East Asia School of Theology 东亚神学院
- Type: Christian College
- Established: 1992
- Affiliations: Asia Theological Association, Association for Theological Education in South East Asia
- President: Rev Dr Chan Chong Hiok
- Location: Joo Chiat, Singapore 1°18′44.1″N 103°50′52.2″E﻿ / ﻿1.312250°N 103.847833°E
- Colours: EAST Green White
- Website: www.east.edu.sg

= East Asia School of Theology =

East Asia School of Theology (EAST; 东亞神学院) is a theological school established in Singapore by Campus Crusade for Christ International as a legal division of Cru Asia Ltd. in 1992, with its stated mission to "develop and equip Christian leaders for the fulfilment of the Great Commission in East Asia and around the world."

==Academic programs==
The school offers academic programs at graduate diploma, bachelor's and master's degree levels.

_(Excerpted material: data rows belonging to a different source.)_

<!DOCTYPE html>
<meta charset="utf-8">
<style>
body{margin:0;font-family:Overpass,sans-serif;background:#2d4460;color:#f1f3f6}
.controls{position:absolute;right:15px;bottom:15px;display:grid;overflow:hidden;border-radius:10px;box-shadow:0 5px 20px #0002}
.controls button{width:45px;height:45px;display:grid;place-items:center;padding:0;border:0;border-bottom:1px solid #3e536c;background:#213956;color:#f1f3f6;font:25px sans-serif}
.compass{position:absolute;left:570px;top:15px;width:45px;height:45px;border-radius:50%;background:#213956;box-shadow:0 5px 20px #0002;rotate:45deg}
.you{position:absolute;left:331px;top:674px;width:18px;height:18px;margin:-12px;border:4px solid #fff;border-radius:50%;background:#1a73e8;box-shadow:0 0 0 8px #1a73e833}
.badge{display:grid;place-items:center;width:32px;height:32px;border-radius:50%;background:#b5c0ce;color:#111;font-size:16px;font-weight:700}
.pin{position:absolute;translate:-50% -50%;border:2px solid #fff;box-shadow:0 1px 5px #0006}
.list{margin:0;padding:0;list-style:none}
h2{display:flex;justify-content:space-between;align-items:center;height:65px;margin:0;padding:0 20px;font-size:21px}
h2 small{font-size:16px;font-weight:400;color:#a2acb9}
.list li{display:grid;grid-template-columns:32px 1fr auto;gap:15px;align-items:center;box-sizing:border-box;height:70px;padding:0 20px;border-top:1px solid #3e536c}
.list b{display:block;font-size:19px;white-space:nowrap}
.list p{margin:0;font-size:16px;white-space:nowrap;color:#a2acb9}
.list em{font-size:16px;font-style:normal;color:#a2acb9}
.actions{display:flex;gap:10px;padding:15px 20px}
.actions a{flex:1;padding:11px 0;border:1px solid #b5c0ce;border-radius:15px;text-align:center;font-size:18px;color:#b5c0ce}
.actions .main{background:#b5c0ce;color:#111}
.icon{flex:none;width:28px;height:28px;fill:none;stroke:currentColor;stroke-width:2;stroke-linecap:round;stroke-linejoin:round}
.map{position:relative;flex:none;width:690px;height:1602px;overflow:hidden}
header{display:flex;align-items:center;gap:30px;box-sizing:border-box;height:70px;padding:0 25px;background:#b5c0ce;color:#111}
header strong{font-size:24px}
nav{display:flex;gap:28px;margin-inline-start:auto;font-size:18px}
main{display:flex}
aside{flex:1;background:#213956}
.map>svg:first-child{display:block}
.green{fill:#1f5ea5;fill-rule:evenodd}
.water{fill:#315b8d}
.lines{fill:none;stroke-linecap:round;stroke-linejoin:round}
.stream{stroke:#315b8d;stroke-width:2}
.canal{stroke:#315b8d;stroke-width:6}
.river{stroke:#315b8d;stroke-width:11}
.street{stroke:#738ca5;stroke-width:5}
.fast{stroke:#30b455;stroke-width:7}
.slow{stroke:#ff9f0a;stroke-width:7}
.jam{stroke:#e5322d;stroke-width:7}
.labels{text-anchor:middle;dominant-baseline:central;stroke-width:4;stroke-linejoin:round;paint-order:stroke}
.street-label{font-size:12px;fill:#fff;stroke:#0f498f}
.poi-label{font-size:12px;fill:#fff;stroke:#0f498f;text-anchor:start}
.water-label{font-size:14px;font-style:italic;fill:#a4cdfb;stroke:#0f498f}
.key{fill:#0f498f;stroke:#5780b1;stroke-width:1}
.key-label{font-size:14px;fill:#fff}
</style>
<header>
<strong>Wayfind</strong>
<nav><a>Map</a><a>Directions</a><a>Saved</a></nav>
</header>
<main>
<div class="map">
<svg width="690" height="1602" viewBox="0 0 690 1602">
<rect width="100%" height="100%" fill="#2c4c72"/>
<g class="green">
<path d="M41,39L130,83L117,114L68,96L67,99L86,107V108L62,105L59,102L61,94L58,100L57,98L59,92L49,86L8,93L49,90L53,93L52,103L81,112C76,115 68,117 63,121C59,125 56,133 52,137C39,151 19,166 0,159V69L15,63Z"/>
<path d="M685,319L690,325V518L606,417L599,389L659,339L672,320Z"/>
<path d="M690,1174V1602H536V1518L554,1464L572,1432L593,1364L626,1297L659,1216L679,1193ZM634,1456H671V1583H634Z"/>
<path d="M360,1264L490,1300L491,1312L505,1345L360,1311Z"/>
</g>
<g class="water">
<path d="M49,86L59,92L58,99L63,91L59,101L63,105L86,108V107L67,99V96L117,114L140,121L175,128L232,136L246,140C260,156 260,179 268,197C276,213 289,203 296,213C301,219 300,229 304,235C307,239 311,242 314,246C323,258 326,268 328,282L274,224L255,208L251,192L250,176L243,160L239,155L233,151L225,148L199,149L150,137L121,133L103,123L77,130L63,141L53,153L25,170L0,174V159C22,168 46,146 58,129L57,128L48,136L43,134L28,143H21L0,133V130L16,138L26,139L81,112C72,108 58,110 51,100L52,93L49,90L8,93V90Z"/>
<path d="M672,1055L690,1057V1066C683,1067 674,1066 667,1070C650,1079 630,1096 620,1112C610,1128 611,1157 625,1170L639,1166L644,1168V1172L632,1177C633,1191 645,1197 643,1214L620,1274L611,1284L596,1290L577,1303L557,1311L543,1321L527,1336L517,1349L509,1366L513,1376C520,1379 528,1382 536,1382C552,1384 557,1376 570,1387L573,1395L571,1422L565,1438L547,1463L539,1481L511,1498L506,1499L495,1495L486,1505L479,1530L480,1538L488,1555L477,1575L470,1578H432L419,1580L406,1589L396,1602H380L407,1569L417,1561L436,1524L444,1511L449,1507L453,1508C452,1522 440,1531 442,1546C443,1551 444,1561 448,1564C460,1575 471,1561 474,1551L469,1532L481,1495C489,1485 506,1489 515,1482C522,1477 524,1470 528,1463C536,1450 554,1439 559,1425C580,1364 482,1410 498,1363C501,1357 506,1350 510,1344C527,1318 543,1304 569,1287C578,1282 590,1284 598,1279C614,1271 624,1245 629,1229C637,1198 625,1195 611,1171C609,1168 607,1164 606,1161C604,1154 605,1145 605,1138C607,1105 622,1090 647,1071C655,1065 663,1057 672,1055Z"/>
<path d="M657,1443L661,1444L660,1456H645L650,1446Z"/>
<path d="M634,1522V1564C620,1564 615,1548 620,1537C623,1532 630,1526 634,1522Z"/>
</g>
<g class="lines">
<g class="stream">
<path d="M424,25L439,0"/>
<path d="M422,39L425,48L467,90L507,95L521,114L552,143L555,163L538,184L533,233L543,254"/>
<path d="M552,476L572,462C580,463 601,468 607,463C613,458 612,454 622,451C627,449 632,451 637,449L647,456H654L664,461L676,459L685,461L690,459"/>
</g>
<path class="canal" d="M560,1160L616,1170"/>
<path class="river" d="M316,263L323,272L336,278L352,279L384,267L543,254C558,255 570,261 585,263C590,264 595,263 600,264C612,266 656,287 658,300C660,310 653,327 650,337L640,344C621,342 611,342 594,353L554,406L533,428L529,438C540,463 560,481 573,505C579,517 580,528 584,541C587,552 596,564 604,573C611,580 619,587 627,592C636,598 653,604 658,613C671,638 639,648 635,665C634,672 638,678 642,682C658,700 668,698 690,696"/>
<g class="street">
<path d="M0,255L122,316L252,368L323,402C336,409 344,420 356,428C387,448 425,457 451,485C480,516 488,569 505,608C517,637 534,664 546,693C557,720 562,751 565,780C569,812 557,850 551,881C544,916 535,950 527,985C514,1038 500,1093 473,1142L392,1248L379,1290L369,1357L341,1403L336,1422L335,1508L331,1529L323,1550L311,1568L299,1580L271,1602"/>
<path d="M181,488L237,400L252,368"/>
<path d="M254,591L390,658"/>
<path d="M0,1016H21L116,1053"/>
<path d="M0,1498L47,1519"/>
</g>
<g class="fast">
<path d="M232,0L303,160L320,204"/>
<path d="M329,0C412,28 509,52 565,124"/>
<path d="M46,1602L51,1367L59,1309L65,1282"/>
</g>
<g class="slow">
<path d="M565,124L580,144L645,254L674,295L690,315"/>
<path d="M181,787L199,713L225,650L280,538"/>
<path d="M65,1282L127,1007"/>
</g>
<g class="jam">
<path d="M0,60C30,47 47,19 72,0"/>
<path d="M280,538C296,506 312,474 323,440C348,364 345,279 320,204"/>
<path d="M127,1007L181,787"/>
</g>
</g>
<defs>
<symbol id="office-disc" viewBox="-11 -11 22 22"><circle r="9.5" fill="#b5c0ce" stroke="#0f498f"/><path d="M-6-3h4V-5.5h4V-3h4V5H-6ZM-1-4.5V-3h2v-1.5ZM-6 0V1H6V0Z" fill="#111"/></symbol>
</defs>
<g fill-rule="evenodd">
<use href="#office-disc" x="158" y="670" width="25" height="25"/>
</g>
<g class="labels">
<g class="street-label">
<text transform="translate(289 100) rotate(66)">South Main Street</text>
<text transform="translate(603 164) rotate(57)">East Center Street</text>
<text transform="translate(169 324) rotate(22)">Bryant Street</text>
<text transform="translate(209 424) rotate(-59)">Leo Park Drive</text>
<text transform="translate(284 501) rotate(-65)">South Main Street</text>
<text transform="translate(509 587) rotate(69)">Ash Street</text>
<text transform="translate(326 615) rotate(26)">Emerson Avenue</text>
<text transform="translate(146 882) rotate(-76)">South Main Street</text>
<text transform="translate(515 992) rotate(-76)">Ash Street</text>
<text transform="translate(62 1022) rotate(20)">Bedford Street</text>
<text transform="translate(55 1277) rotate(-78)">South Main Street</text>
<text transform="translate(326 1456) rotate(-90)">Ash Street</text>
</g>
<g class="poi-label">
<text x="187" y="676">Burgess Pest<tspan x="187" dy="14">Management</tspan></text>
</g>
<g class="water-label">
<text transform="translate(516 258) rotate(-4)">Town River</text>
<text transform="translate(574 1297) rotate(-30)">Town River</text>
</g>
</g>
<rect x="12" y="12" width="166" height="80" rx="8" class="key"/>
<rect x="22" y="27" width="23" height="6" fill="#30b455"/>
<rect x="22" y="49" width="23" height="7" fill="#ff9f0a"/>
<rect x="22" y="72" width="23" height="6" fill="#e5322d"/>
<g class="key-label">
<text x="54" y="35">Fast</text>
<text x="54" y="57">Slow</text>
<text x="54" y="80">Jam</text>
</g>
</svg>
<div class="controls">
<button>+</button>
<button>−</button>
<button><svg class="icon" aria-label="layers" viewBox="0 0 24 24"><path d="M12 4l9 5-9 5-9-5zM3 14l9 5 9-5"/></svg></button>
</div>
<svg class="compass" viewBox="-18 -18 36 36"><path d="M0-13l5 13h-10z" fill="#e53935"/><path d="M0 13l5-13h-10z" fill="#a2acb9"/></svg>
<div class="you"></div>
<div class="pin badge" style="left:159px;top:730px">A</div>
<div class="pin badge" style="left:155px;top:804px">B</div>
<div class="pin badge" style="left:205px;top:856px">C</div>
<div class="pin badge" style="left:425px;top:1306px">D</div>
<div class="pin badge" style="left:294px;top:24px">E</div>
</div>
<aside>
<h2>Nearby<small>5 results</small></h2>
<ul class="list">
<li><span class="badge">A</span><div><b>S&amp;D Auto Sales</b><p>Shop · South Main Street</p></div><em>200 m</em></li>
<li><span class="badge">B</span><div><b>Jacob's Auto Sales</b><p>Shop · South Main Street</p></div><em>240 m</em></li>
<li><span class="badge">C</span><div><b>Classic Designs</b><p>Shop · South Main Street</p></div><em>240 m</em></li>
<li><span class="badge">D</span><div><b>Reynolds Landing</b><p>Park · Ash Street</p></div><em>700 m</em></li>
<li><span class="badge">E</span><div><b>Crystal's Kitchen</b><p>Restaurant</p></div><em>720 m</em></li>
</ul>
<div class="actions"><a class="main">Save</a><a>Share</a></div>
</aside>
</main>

The accredited degree programs are:
- Graduate Diploma
- Bachelor of Arts (in Christian Ministry)
- Master of Arts (in Biblical Studies, Christian Ministry, Intercultural Studies, Leadership, or Theological Studies)
- Master of Divinity (in Christian Ministry, Intercultural Studies, or Teaching & Exposition)

==Accreditation and affiliation==
The school is accredited by the Asia Theological Association (ATA) to offer the graduate diploma, bachelor's and master's degrees and the Association for Theological Education in South East Asia (ATESEA) to offer the Master of Divinity degree.

It is a member of the International Leadership Consortium (ILC), a global network of theological and leadership development institutions. The school is a member of the Fellowship of Missional Organisations of Singapore (FOMOS). According to the group's website, FOMOS was formed with the intention of "fulfilling the Great Commission through mutual edification and effective partnerships."

EAST is a member of the Asia Graduate School of Theology Alliance consortium (AGST Alliance), which consists of schools from Cambodia, Malaysia, Myanmar, Singapore and Thailand.